The lines to reproduce from the material below are those from the one containing "inset:0; background:#c4c4c4; transform-origin:0" through the one containing "height:6px; margin:-3px; padding:0", both included; write them out exactly and add nothing.

* * *

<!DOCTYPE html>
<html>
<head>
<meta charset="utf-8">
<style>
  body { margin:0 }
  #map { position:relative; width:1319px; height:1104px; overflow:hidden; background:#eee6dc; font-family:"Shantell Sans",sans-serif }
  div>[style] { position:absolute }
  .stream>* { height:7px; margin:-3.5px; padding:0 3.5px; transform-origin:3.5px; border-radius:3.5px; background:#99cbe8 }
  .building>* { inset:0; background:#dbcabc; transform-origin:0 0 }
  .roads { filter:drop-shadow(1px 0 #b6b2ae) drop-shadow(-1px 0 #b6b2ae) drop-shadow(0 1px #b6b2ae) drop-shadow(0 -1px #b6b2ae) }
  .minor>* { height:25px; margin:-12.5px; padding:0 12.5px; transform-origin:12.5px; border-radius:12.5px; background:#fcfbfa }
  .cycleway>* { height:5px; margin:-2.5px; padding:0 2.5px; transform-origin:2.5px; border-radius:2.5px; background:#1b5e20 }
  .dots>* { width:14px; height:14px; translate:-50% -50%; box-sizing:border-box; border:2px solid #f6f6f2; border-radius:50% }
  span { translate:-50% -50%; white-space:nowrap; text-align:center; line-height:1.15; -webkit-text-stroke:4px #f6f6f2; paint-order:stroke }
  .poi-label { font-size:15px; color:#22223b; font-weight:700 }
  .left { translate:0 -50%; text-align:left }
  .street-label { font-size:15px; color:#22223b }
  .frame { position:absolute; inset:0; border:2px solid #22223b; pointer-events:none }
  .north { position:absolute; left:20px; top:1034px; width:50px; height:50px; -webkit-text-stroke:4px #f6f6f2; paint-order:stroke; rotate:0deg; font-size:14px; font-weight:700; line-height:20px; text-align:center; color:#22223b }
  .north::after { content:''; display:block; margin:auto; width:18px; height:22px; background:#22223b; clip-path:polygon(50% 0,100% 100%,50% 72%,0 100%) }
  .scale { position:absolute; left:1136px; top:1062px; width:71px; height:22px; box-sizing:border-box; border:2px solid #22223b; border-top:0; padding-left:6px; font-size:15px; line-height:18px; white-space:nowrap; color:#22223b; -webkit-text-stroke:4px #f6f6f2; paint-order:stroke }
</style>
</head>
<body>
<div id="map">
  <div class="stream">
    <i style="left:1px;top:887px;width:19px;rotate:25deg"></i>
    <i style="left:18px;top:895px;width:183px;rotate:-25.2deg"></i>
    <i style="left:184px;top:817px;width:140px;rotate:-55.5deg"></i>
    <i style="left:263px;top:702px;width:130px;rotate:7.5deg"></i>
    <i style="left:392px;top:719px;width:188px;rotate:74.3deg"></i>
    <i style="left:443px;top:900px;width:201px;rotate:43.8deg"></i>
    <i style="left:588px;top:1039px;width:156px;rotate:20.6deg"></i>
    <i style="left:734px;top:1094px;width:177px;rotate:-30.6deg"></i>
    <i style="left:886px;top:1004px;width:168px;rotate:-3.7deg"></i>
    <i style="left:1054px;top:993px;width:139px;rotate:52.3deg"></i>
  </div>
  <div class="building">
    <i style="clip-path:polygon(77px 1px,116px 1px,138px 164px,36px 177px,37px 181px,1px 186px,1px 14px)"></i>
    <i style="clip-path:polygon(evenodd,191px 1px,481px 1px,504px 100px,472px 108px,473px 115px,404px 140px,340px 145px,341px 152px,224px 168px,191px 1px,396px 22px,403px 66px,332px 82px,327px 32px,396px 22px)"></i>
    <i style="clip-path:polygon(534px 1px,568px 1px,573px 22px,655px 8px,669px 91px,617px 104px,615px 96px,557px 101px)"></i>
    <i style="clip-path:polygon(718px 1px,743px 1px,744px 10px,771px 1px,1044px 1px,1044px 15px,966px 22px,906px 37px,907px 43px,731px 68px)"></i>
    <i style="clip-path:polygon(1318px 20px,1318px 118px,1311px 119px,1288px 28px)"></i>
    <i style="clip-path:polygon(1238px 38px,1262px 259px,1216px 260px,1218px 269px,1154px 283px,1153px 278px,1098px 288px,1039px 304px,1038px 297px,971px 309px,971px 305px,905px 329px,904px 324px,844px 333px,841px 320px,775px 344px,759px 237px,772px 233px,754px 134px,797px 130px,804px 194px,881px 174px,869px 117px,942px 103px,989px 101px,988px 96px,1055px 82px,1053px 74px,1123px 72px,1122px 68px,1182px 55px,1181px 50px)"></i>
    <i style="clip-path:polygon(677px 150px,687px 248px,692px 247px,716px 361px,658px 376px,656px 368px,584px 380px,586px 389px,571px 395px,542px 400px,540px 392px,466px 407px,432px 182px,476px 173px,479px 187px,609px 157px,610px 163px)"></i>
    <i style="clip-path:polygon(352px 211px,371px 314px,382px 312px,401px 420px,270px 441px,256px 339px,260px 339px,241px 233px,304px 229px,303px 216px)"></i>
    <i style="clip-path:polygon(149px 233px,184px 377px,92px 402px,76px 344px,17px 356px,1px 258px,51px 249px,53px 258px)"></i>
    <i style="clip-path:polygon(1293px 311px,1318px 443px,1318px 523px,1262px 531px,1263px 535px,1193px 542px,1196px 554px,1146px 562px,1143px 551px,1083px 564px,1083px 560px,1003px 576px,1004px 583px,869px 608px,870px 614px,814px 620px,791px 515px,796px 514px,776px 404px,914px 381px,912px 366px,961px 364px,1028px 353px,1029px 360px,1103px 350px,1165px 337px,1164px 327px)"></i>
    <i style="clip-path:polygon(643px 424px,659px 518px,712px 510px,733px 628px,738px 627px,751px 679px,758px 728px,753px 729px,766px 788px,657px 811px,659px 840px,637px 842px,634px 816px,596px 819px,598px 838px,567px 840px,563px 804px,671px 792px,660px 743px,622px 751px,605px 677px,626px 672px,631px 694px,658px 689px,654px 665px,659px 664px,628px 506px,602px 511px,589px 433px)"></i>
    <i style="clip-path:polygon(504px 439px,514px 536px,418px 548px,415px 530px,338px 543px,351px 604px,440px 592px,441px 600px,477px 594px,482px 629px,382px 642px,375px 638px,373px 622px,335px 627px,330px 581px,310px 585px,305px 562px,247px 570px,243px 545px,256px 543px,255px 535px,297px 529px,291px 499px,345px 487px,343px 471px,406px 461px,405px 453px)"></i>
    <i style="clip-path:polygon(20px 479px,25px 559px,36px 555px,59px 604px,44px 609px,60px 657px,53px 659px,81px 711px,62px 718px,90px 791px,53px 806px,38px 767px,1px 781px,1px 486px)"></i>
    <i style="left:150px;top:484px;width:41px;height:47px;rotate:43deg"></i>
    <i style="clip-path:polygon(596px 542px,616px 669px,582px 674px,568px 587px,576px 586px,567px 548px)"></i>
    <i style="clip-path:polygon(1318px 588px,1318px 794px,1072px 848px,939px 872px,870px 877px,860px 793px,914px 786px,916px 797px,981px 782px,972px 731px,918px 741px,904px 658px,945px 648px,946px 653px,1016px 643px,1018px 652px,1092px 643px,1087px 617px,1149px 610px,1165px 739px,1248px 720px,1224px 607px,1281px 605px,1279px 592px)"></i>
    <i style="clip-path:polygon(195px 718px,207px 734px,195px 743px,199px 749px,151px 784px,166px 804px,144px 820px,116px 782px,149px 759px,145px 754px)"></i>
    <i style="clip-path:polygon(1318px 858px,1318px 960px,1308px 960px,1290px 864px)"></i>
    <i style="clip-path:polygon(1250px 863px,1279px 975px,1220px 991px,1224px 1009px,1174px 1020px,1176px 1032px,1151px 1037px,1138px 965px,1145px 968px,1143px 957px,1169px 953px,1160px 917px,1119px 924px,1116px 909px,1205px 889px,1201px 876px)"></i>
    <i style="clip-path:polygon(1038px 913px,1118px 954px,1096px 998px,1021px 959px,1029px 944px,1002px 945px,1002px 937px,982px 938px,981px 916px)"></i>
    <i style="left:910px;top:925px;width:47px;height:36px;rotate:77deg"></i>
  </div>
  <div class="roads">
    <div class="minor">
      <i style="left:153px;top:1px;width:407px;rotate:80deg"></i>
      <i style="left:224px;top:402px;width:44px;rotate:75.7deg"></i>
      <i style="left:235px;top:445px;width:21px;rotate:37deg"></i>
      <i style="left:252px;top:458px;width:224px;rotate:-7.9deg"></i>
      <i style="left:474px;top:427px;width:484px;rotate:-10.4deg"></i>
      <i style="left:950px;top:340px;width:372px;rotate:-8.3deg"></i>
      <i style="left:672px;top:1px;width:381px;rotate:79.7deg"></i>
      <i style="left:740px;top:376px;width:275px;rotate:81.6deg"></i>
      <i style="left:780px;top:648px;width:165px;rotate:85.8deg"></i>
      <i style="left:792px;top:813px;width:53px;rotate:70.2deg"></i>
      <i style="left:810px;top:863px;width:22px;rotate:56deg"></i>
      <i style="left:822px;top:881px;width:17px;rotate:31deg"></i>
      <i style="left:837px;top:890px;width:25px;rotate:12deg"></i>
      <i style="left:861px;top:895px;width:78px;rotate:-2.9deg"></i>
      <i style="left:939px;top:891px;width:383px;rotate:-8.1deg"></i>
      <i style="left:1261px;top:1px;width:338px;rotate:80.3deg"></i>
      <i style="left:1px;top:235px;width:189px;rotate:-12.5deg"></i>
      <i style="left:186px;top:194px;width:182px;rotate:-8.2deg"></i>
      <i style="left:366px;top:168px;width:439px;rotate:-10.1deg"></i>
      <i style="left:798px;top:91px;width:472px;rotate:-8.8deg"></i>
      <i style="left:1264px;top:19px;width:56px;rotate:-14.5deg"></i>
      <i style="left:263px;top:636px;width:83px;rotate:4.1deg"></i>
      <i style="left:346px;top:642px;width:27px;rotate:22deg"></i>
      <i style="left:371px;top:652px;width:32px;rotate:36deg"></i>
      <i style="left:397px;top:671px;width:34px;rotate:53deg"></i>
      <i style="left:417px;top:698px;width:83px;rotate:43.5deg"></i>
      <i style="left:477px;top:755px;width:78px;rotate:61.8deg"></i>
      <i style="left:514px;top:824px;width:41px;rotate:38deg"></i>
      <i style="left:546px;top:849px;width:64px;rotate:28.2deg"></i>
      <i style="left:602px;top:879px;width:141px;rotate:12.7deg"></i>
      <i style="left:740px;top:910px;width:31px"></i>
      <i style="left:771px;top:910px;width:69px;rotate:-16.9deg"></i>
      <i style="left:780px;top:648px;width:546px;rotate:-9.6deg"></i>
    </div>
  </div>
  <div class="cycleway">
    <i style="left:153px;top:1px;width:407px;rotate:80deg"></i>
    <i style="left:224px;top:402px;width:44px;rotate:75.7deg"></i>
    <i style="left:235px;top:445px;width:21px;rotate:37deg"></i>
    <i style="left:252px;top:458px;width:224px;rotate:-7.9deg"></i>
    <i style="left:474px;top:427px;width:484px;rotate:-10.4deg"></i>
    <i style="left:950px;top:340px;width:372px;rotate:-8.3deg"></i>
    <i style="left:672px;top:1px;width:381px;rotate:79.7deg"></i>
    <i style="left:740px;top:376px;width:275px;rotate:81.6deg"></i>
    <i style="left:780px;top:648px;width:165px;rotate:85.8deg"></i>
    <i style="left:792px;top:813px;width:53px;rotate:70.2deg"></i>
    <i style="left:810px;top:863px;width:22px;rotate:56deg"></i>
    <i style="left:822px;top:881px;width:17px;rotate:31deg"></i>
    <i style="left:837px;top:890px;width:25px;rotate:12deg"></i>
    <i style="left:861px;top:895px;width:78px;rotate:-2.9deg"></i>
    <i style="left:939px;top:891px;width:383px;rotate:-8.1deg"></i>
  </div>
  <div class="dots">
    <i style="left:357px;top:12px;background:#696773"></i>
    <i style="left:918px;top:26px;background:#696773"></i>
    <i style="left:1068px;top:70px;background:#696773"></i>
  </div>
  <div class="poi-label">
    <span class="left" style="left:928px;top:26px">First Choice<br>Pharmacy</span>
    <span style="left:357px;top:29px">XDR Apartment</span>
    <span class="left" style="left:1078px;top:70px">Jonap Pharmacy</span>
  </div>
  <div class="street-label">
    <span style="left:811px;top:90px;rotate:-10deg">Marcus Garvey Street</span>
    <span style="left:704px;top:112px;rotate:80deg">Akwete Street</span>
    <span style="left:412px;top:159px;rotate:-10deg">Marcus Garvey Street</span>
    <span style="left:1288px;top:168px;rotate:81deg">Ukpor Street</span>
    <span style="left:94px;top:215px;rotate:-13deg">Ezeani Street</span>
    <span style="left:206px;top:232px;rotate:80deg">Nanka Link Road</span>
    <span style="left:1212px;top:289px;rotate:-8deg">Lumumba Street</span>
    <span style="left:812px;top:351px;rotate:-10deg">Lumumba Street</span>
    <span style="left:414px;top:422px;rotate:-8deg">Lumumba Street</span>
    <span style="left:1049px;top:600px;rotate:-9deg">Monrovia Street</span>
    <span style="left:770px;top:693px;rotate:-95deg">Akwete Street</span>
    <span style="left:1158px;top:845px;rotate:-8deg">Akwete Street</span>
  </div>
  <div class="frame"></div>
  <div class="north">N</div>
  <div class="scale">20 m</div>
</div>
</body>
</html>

* * *

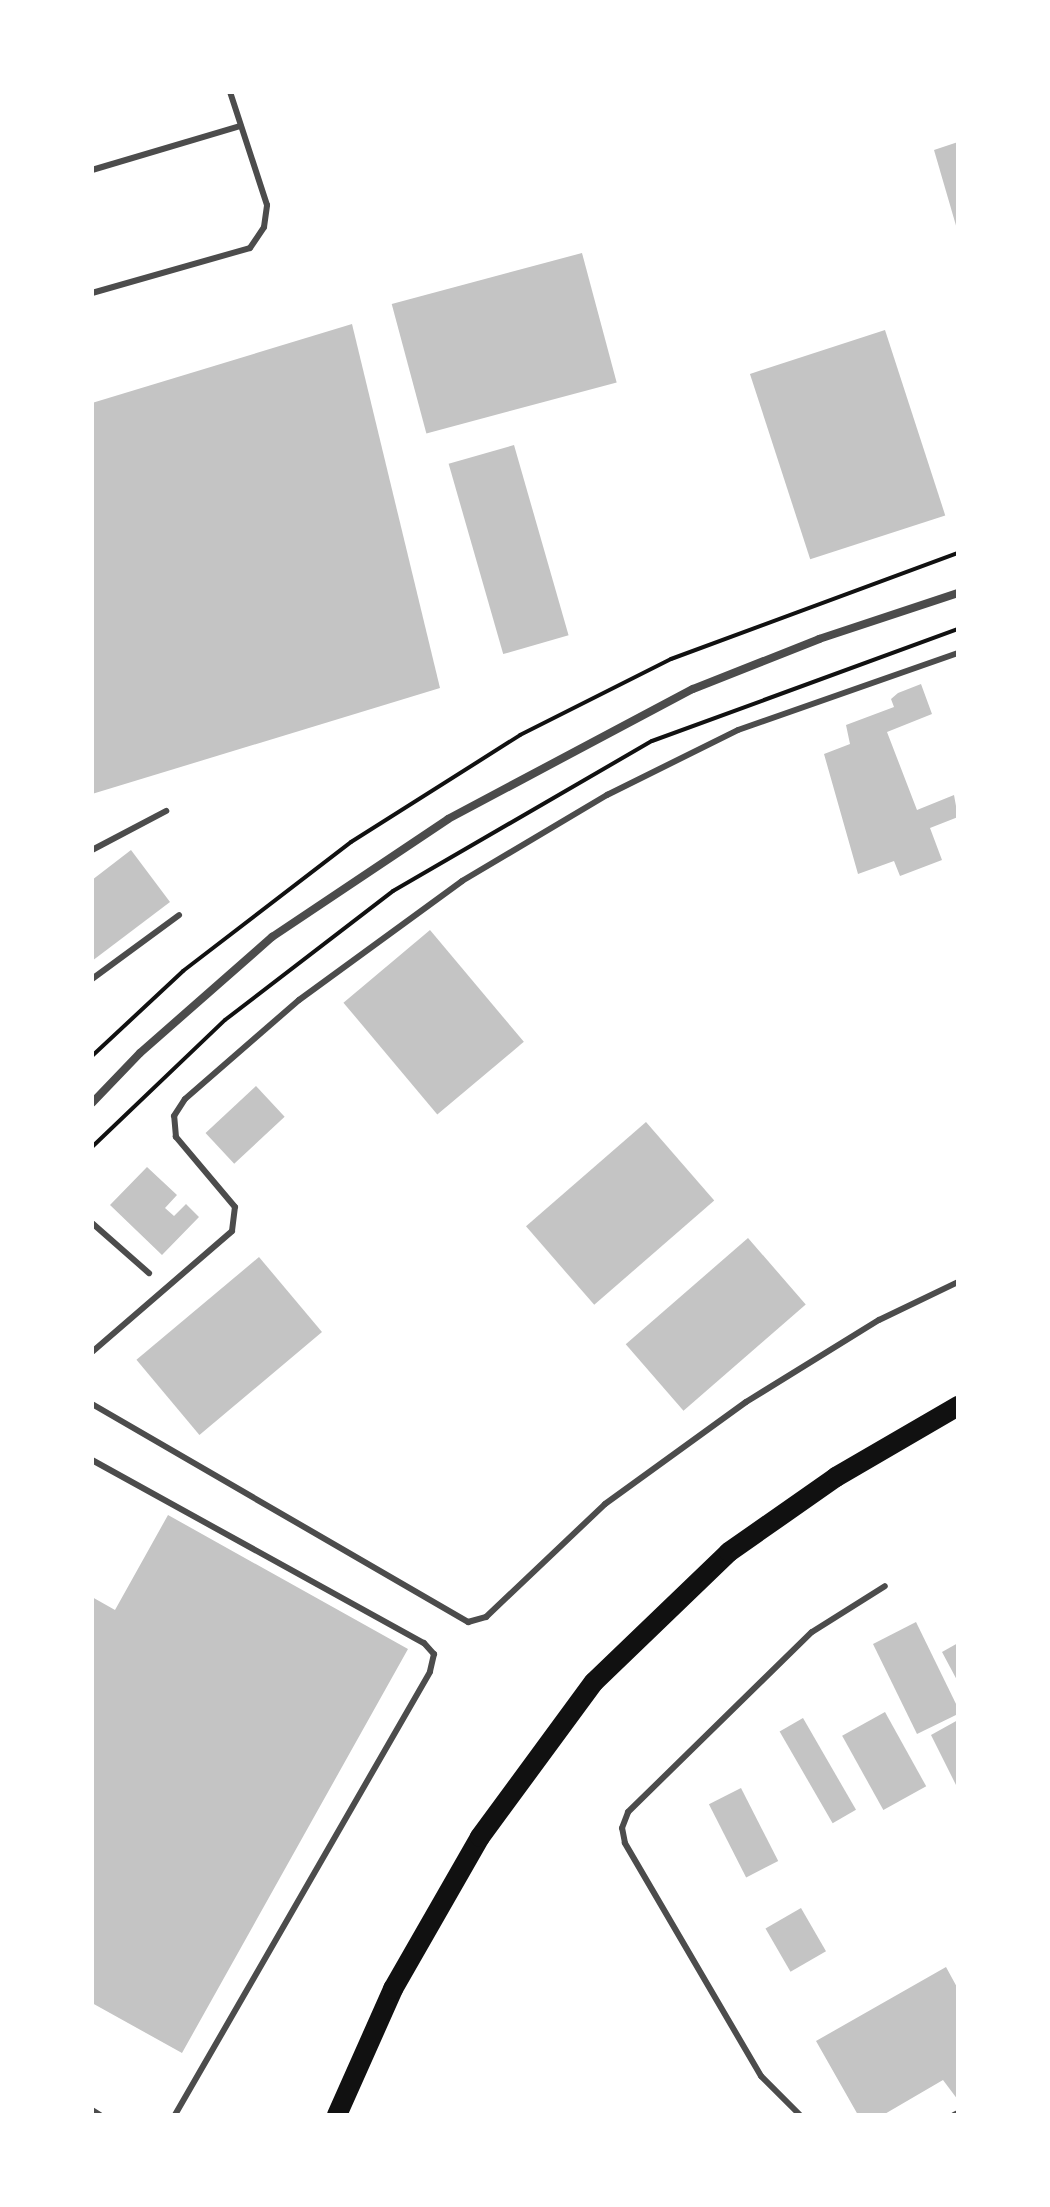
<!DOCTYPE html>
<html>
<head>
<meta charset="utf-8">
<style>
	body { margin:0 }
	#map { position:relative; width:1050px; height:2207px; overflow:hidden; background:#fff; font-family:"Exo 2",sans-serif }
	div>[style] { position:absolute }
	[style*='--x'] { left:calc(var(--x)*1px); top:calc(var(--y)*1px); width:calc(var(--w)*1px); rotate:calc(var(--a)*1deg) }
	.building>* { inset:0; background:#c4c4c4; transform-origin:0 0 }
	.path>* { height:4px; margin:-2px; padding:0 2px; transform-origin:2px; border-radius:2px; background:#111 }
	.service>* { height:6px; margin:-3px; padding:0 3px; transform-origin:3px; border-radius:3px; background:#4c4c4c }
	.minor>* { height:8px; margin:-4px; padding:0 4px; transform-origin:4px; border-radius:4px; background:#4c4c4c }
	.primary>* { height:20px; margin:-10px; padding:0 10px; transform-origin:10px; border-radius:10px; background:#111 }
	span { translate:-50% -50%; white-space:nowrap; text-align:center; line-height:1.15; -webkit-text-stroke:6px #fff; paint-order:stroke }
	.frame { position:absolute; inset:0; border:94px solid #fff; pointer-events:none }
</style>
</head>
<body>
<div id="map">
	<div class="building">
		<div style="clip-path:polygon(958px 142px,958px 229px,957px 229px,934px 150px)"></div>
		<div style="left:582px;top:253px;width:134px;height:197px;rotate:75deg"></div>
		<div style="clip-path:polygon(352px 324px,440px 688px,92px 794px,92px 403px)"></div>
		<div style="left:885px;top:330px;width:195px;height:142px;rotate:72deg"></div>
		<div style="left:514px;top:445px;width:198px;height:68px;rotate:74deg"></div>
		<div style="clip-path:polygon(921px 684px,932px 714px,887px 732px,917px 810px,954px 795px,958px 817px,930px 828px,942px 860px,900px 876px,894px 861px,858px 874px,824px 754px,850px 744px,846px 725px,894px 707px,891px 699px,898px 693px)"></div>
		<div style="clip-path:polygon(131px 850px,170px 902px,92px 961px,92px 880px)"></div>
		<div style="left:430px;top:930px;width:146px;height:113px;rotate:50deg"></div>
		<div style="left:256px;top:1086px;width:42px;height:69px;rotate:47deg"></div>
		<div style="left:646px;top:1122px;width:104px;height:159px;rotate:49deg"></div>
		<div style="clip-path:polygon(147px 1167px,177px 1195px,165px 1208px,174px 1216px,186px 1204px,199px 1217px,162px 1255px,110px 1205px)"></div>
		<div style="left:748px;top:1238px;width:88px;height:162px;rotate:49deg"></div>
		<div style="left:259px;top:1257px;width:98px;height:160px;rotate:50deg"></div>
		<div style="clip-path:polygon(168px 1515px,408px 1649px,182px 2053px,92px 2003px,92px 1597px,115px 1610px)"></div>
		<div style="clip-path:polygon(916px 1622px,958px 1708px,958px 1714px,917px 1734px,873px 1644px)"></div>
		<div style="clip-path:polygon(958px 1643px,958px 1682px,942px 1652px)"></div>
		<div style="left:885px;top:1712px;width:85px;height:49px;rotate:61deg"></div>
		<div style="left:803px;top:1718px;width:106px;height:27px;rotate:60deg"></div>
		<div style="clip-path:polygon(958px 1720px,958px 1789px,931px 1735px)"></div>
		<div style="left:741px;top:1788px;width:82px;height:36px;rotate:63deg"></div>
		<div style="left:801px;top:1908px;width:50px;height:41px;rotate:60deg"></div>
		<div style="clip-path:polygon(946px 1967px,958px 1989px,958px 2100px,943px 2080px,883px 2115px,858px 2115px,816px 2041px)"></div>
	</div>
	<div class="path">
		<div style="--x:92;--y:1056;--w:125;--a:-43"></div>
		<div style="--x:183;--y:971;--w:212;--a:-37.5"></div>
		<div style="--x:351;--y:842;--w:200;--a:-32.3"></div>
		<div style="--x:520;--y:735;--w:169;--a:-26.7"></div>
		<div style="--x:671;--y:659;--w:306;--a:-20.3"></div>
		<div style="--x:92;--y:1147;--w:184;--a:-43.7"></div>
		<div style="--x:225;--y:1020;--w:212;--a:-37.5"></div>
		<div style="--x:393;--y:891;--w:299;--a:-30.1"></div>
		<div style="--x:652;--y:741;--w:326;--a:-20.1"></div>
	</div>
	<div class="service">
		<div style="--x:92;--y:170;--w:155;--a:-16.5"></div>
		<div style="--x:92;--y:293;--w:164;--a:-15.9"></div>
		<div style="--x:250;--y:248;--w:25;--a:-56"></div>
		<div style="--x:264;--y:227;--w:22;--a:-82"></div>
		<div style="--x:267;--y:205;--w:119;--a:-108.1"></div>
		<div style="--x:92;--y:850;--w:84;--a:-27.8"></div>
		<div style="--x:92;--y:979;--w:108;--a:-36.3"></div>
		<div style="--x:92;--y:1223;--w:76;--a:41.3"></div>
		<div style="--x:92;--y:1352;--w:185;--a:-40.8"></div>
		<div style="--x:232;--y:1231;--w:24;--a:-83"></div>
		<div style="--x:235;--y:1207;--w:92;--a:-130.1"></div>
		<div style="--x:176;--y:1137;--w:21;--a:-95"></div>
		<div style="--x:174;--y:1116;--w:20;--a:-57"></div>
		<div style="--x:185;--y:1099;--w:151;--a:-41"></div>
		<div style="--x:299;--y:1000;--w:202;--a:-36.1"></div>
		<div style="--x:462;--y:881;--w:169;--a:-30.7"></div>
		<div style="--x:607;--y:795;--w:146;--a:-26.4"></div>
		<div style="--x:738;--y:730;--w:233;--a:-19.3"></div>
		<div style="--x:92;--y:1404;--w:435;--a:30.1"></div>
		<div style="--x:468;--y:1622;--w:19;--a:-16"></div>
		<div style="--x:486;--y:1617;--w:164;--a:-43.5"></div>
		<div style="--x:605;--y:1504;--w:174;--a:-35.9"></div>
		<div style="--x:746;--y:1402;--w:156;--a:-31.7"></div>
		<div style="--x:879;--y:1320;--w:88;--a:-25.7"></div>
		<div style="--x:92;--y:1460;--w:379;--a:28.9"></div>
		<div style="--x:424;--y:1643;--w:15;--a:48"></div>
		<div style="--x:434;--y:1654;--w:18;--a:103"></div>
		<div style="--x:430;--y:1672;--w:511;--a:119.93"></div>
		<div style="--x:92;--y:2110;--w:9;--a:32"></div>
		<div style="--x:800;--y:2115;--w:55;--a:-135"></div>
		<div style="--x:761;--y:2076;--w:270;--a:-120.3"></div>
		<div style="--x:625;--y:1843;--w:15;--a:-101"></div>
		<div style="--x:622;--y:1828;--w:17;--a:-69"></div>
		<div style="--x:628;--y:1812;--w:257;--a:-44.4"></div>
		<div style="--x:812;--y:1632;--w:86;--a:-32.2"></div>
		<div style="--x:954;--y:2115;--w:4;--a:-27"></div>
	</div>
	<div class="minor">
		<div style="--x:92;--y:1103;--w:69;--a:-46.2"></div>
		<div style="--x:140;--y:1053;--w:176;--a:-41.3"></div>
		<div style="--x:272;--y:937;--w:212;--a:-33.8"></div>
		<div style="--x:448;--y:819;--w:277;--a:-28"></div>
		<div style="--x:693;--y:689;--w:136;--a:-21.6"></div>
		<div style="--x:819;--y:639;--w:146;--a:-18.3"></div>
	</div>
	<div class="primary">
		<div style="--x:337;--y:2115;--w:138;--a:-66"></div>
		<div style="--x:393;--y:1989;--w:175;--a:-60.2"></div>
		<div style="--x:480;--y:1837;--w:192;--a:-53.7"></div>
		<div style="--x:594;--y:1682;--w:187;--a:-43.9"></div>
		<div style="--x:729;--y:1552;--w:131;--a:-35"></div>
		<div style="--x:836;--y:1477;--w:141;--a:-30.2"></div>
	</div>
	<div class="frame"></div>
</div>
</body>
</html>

* * *

### TASK SOLUTION:
	.building>* { inset:0; background:#c4c4c4; transform-origin:0 0 }
	.path>* { height:4px; margin:-2px; padding:0 2px; transform-origin:2px; border-radius:2px; background:#111 }
	.service>* { height:6px; margin:-3px; padding:0 3px; transform-origin:3px; border-radius:3px; background:#4c4c4c }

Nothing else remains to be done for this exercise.